Tag: Analyse

Detecting vandalism in OpenStreetMap – A case study

This blog post is a summary of my talk at the FOSSGIS & OpenStreetMap conference 2017 (german slides). I guess some of the content might be feasible for a research article, however, here we go:

Vandalism is (still) an omnipresent issue for any kind of open data project. Over the past few years the OpenStreetMap (OSM) project data has been implemented in a number of applications. In my opinion, this is one of the most important reasons why we have to bring our quality assurance to the next level. Do we really have a vandalism issue after all? Yes, we do. But first we should take a closer look at the different vandalism types.

It is important to distinguish between different vandalism types. Not each and every unusual map edit should be considered as vandalism. Based on the OSM wiki page, I created the following breakdown. Generally speaking, vandalism can occur intentionally and unintentionally. Therefore we should distinguish between vandalism and bad-map-editing-behavior. Oftentimes new contributors make mistakes which are not vandalism because they do not have the expert mapper knowledge. In my opinion, only intentional map edits such as mass-deletions or “graffiti” are real cases of vandalism.

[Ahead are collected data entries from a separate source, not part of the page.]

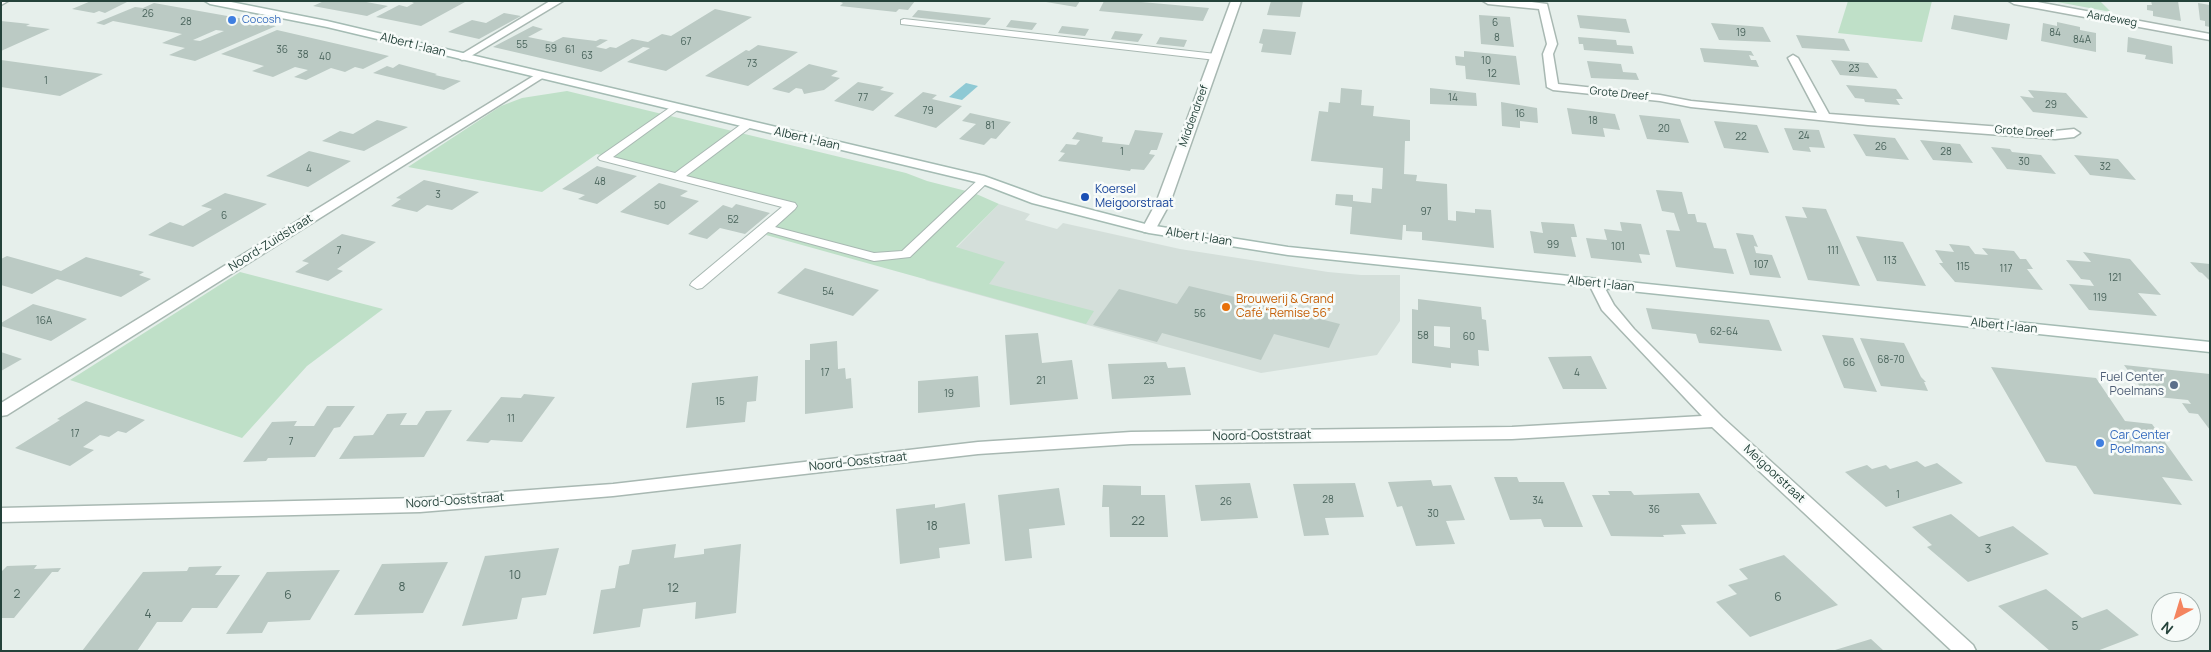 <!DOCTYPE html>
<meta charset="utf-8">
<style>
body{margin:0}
#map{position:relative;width:2211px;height:652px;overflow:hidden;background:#e6efeb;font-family:Manrope,sans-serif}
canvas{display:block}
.frame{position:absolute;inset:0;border:2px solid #24423a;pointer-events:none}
.north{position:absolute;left:2151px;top:592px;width:50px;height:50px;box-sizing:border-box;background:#f7fbf9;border:1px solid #a3b1ad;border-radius:50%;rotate:219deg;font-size:14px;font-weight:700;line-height:20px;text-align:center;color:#24423a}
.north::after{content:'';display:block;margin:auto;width:18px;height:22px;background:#f4845f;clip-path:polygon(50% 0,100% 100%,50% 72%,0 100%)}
</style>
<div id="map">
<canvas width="2211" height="652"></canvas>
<div class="frame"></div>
<div class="north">N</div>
</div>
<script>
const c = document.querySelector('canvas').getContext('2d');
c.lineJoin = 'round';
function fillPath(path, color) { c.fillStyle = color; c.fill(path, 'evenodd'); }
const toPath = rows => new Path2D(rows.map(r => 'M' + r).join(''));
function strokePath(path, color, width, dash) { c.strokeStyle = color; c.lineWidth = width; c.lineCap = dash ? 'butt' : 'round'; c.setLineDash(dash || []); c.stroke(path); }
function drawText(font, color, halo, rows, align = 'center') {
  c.font = font + ' Manrope,sans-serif'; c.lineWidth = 5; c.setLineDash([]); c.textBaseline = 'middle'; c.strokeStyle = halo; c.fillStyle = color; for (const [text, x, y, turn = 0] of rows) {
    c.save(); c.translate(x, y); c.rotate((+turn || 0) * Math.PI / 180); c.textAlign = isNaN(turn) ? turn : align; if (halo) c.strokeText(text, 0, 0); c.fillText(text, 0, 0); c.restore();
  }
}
fillPath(toPath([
 [999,204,1030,214,1025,220,1057,229,1063,223,1180,249,1328,272,1361,275,1400,275,1400,321,1377,355,1261,373,925,280]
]), '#d4dfda');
fillPath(toPath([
 [1848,1,1932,1,1922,42,1838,33],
 [2052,1,2100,1,2111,12],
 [567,91,906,173,927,181,974,193,999,204,956,247,1005,262,989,284,1094,311,1086,324,766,235,796,206,597,154,542,192,408,167,501,106,522,98],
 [240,272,383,309,307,366,242,438,70,380]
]), '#bfe0c8');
fillPath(toPath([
 [966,83,978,86,962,100,949,97]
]), '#8ec9d4');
fillPath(toPath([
 [91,1,129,1,105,13,99,11,94,13,72,9],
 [324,1,361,1,388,6,367,16,313,6],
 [409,1,464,1,465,2,421,26,376,17,399,5,407,7,414,3],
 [838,1,915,1,908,10,899,9,896,12,840,6,843,3],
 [1040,1,1080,1,1076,7],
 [1104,1,1130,1,1209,8,1203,21,1099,11],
 [1271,1,1303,1,1300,17,1267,15],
 [2151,1,2178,1,2181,21,2153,16,2153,11,2147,10,2147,5,2152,5],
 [154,3,250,20,276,26,195,61,169,55,185,48,162,43,182,34,113,21,104,25,96,23,135,7,143,8],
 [216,30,224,31,200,41,193,40],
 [2198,3,2210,5,2210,27,2205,26,2205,21,2200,20],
 [715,9,752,17,666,71,627,62,650,48,643,47,601,72,493,47,533,26,543,29,528,37,553,42,563,37,596,41,600,39,608,40,596,47,606,49,610,47,616,48,632,39,648,42,662,34,671,36],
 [918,10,991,18,985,25,912,17],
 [504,13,521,16,479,39,448,32,472,20,486,23],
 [1479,15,1510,17,1514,47,1481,44],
 [1577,15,1626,19,1630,33,1580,28],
 [1954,15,2010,24,2007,40,1951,29],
 [1011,20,1037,23,1032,30,1006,27],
 [1,21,30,24,26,26,50,29,1,51],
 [2057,22,2080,27,2080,30,2096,33,2096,52,2041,41,2043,23,2057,26],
 [1711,23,1763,27,1771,42,1719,40],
 [1062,26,1089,29,1085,36,1058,33],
 [1263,29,1296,32,1291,55,1261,52,1263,44,1259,43],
 [277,30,355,48,389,56,363,69,355,67,345,72,331,68,306,80,294,77,308,70,295,67,273,77,252,71,264,66,221,54],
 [1115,31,1143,34,1138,42,1111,39],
 [1796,35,1844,39,1850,51,1802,48],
 [1160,37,1187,40,1184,47,1156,44],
 [1578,37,1616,40,1617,45,1632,46,1634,54,1584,50,1583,44,1579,44],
 [2128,37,2172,46,2173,64,2145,59,2146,55,2127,52],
 [758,45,798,52,748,86,705,76,746,50,749,51],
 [1700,48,1751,51,1754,56,1749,55,1751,60,1756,60,1759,67,1704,62],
 [1464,51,1516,56,1520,85,1466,79,1465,66,1456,65,1455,56,1464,57],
 [1,60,103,74,60,96,1,87],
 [1831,60,1868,63,1878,78,1840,75],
 [1587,61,1621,64,1623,72,1636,73,1639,80,1591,78],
 [399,64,437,74,435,75,461,81,444,90,373,73,387,66,393,68],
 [809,64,838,71,831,76,840,78,824,90,804,94,802,89,796,88,789,93,772,89],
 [858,82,884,87,880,90,894,93,873,111,834,101],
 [1846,85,1896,89,1903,99,1896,99,1900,105,1865,102,1864,99,1855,98],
 [1341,88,1362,90,1361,105,1374,106,1373,116,1410,120,1410,141,1405,141,1404,174,1417,175,1416,181,1447,184,1448,220,1456,221,1456,211,1475,213,1475,209,1491,210,1494,248,1422,240,1422,232,1406,231,1406,225,1403,225,1402,240,1350,234,1352,207,1335,205,1336,194,1353,195,1353,201,1371,203,1372,188,1382,189,1383,168,1311,161,1319,111,1328,112,1329,102,1340,103],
 [1430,88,1476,93,1477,106,1430,104],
 [2028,90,2066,93,2088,118,2033,112,2020,96,2034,98],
 [923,92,937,95,932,99,962,106,936,128,894,116],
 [1501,102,1537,108,1538,123,1520,121,1520,128,1502,126],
 [1567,108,1615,114,1620,130,1603,128,1605,137,1572,134],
 [970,113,1011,122,996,139,991,138,984,145,959,139,976,124,962,121],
 [1639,115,1680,119,1689,143,1647,139],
 [377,120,408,127,364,151,322,141,340,131,353,134],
 [1714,121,1757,125,1769,153,1724,148],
 [1784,128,1819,130,1825,148,1809,147,1811,152,1793,150],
 [1135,130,1163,133,1157,150,1151,150,1149,154,1155,155,1144,170,1131,169,1130,171,1058,161,1065,153,1060,152,1066,144,1076,145,1080,140,1072,139,1077,132,1103,137,1102,142,1129,145],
 [1853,134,1895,138,1909,160,1866,156],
 [1920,140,1960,144,1973,163,1933,160],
 [1991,147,2010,149,2012,152,2041,155,2056,174,2007,169],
 [309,151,351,161,308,187,266,176],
 [2074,155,2118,159,2136,180,2090,175],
 [597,166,637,176,597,204,578,199,585,195,562,189],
 [424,180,479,192,452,210,427,205,417,212,391,206,401,199,396,198],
 [659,183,688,191,680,196,699,201,668,225,620,212],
 [1656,190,1682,192,1688,214,1695,214,1697,222,1706,223,1714,248,1726,249,1734,274,1676,267,1666,230,1680,231,1674,213,1662,211],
 [225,193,267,204,193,247,148,235,170,222,183,226,212,209,201,206],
 [736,204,770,213,745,234,720,228,707,239,688,234,723,205,732,208],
 [1802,207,1826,209,1860,286,1808,280,1785,216,1807,218],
 [1541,222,1574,224,1577,237,1571,237,1576,257,1534,253,1530,231,1543,233],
 [1620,222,1641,224,1650,255,1639,254,1642,263,1591,258,1586,238,1607,240,1604,229,1622,231],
 [1736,233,1753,235,1758,247,1754,246,1756,253,1772,255,1781,278,1750,275],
 [342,234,376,242,337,269,343,271,328,281,295,272,309,263,302,261],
 [1856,236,1903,242,1926,286,1877,281],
 [1949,244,1969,246,1975,254,1988,255,1982,248,2014,251,2020,259,2026,259,2033,269,2027,269,2043,290,1955,282,1939,263,1943,263,1935,250,1954,252],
 [2083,252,2130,259,2161,295,2138,293,2157,316,2089,310,2069,284,2094,286,2090,280,2081,279,2066,260,2091,262],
 [7,256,61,271,86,257,144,272,139,275,151,279,121,297,57,279,32,294,1,285,1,259],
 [2190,262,2210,264,2210,281,2202,273,2199,272],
 [805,268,879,290,853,316,777,293],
 [1189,286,1231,296,1340,324,1329,348,1274,334,1261,360,1162,333,1157,342,1093,325,1119,289,1177,304],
 [1418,299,1481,307,1482,319,1486,320,1489,351,1478,350,1479,366,1451,363,1451,368,1412,363,1412,309,1418,310],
 [1434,326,1450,327,1450,348,1434,346],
 [33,304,87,319,51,341,1,326,1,323],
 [1646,308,1769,320,1782,351,1699,343,1696,334,1652,329],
 [1038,333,1042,363,1072,360,1078,399,1010,405,1005,335],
 [1822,335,1853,338,1877,392,1844,388],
 [1860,338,1904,343,1921,377,1926,382,1924,382,1928,391,1881,386],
 [837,341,838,369,845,368,846,379,851,378,853,408,805,414,805,360,810,360,810,344],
 [1,352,22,359,1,371],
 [1591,356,1607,389,1563,389,1548,357],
 [1166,362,1168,368,1185,367,1191,395,1112,399,1108,364],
 [2124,365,2210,374,2210,430,2198,414,2189,413,2182,403,2191,404,2188,400,2147,396],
 [1991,367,2096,378,2125,421,2152,424,2193,481,2162,477,2182,505,2094,494,2076,466,2046,462],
 [758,376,756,401,747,402,745,422,686,428,692,383],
 [978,376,980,407,918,413,918,381],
 [524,394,555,397,522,442,491,440,488,443,466,441,501,397,521,398],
 [86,401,145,420,126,433,118,431,109,437,100,435,83,447,94,450,70,466,15,448,60,420,57,419],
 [327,406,355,406,340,427,334,428,315,457,268,458,266,461,243,462,272,422,297,421,294,426,314,426],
 [452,410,424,457,339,459,354,436,373,435,387,414,407,413,400,425,417,425,426,411],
 [1917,461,1925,467,1937,463,1963,483,1886,507,1845,472,1867,465,1872,469,1886,465,1890,469],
 [1494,477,1517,477,1519,482,1564,482,1583,527,1544,527,1541,519,1510,520],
 [1431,480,1433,486,1451,485,1465,520,1446,521,1455,544,1416,546,1402,506,1397,507,1388,482],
 [1250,483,1258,518,1201,521,1195,485],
 [1355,483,1364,517,1325,518,1329,535,1304,536,1293,484],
 [1103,485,1141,486,1141,495,1165,495,1168,537,1110,537,1109,507,1102,507],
 [1059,488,1065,525,1029,529,1032,558,1005,561,998,495],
 [1608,491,1631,491,1634,495,1699,493,1717,524,1681,525,1686,534,1663,535,1664,537,1611,536,1592,495,1610,495],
 [965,503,970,544,939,548,940,558,900,564,896,509,935,504,935,508],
 [1951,514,1979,537,2013,526,2049,554,1968,582,1927,547,1932,545,1912,527],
 [676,544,674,558,704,554,704,549,741,544,736,613,695,619,696,602,643,609,640,627,593,634,601,590,615,588,619,566,629,564,632,550],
 [559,548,546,595,522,598,517,619,462,626,485,556],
 [1784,555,1838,605,1750,637,1716,602,1737,594,1728,585,1748,579,1739,569],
 [448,562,423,613,354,615,382,564],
 [37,565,34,569,61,568,58,572,52,572,14,618,1,618,1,572,7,566],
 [222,566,215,575,240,575,217,608,192,608,182,622,157,622,137,651,82,651,143,572,187,571,189,567],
 [340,570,310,620,268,622,262,633,226,634,267,572],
 [2046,589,2082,618,2107,609,2139,635,2097,651,2050,651,1998,606],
 [1871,639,1884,651,1835,651,1835,650]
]), '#bbcac4');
const lane = toPath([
 [904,19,1216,54,1221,57,1216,60,901,24,901,20,904,19],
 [675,104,679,105,680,107,679,109,613,157,675,173,743,123,751,123,752,125,751,127,686,176,795,203,797,206,795,209,775,227,874,253,902,251,980,178,988,178,990,180,910,257,874,261,768,232,702,288,697,289,690,285,692,282,782,207,600,160,598,158,600,156,675,104]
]);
const street = toPath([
 [1,1,8,1,1,5,1,1],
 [550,1,563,1,466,59,462,60,457,57,550,1],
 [1231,1,1241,1,1170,203,1154,232,1144,232,1142,229,1156,203,1231,1],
 [1483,1,1524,1,1547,4,1557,44,1553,54,1558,84,1660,95,1691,101,1817,113,1788,58,1793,55,1798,58,1829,114,2055,131,2074,129,2080,133,2074,137,2055,139,1868,125,1691,107,1660,101,1553,90,1547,87,1543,54,1547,44,1539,9,1488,4,1483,1],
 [2009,1,2032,1,2210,34,2210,40,2014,4,2009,1],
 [540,72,544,73,546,75,544,77,7,415,1,416,1,403,540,72],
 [1596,280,1601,281,1614,305,1634,329,1722,417,1973,645,1976,651,1952,651,1712,427,1512,439,1131,444,978,454,613,496,420,512,1,522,1,508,420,498,613,484,978,442,1131,432,1512,427,1702,416,1602,310,1589,284,1596,280]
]);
const secondary = toPath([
 [205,1,226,1,327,21,984,176,1042,197,1149,225,1288,247,2210,342,2210,352,1288,255,1149,233,1032,203,980,183,327,27,210,4,205,1]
]);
strokePath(lane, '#a8b8b2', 2);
strokePath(street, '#a8b8b2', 3);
strokePath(secondary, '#a4bbb3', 3);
fillPath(lane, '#fff');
fillPath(street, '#fff');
fillPath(secondary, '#fff');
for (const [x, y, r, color] of [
 [232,20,5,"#3f7fe0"],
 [1085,197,5,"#1a4fb4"],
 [1226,307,5,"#e8710a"],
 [2174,385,5,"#5c6f8a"],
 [2100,443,5,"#3f7fe0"]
]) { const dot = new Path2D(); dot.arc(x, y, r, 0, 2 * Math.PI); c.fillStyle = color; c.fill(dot); strokePath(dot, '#f7fbf9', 2); }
drawText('10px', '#4a645c', null, [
 ["26",148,14],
 ["28",186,22],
 ["6",1495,23],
 ["19",1741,33],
 ["84",2055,33],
 ["8",1497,38],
 ["84A",2082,40],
 ["67",686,42],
 ["55",522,45],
 ["59",551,49],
 ["36",282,50],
 ["61",570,50],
 ["38",303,55],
 ["63",587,56],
 ["40",325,57],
 ["10",1486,61],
 ["73",752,64],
 ["23",1854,69],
 ["12",1492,74],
 ["1",46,81],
 ["77",863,98],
 ["14",1453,98],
 ["29",2051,105],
 ["79",928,111],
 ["16",1520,114],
 ["18",1593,121],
 ["81",990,126],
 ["20",1664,129],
 ["24",1804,136],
 ["22",1741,137],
 ["26",1881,147],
 ["1",1122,152],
 ["28",1946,152],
 ["30",2024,162],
 ["32",2105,167],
 ["4",309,169],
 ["48",600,182],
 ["3",438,195],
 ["50",660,206],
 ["97",1426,212],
 ["6",224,216],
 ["52",733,220],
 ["99",1553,245],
 ["101",1618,247],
 ["7",339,251],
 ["111",1833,251],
 ["113",1890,261],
 ["107",1761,265],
 ["115",1963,267],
 ["117",2006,269],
 ["121",2115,278],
 ["54",828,292],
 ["119",2100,298],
 ["56",1200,314],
 ["16A",44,321],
 ["62-64",1724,332],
 ["58",1423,336],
 ["60",1469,337],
 ["68-70",1891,360],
 ["66",1849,363],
 ["17",825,373],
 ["4",1577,373],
 ["21",1041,381],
 ["23",1149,381],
 ["19",949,394],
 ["15",720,402],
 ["11",511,419],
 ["17",75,434],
 ["7",291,442],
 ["1",1898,495],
 ["28",1328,500],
 ["34",1538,501],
 ["26",1226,502],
 ["36",1654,510],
 ["30",1433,514]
]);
drawText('11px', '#24423a', '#f7fbf9', [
 ["Aardeweg",2112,19,10],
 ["Grote Dreef",1619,94,6],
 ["Middendreef",1194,116,-70],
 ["Grote Dreef",2024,132,4]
]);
drawText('11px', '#366cbe', '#f7fbf9', [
 ["Cocosh",242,20]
], 'left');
drawText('12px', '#24423a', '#f7fbf9', [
 ["Albert I-laan",413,45,14],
 ["Albert I-laan",807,139,13],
 ["Albert I-laan",1199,237,9],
 ["Noord-Zuidstraat",271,243,-32],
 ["Albert I-laan",1601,284,6],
 ["Albert I-laan",2004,326,6],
 ["Noord-Ooststraat",1262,436,-1],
 ["Noord-Ooststraat",858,462,-6],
 ["Meigoorstraat",1774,474,43],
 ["Noord-Ooststraat",455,501,-4]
]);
drawText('12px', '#164399', '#f7fbf9', [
 ["Koersel",1095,190],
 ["Meigoorstraat",1095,204]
], 'left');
drawText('12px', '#c56008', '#f7fbf9', [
 ["Brouwerij & Grand",1236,300],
 ["Café “Remise 56”",1236,314]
], 'left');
drawText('12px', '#4e5e75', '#f7fbf9', [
 ["Fuel Center",2164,378],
 ["Poelmans",2164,392]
], 'right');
drawText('12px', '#366cbe', '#f7fbf9', [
 ["Car Center",2110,436],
 ["Poelmans",2110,450]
], 'left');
drawText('12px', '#4a645c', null, [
 ["22",1138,522],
 ["18",932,527],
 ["3",1988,550],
 ["10",515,576],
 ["8",402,588],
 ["12",673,589],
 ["2",17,595],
 ["6",288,596],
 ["6",1778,598],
 ["4",148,615],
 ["5",2075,627]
]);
</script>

To get an impression of the state of vandalism in the OSM project, I conducted a case study for a four week timeframe (between January 5th and February 12th, 2017). During my study I analyzed OSM edits, which mostly deleted objects from new contributors who created fictitious data or changesets for the Pokemon game. If you did not hear or read about OSM’s Pokemon phenomena, you can read more about it here. The OSM wiki page for quality assurance lists some tools that can be used for vandalism detection. However, for this study I applied my own developed OSM suspicious webpage and the quite useful augmented OSM change viewer (Achavi). Furthermore, a webpage that lists the newest OSM contributors may also be of interest to you.

So what can you do when you find a strange map edit that could be a vandalism case? The OSM help page contains an answer for that. First of all: Keep calm! Use changeset comments and try to ask in a friendly manner for the suspicious mapping reasons.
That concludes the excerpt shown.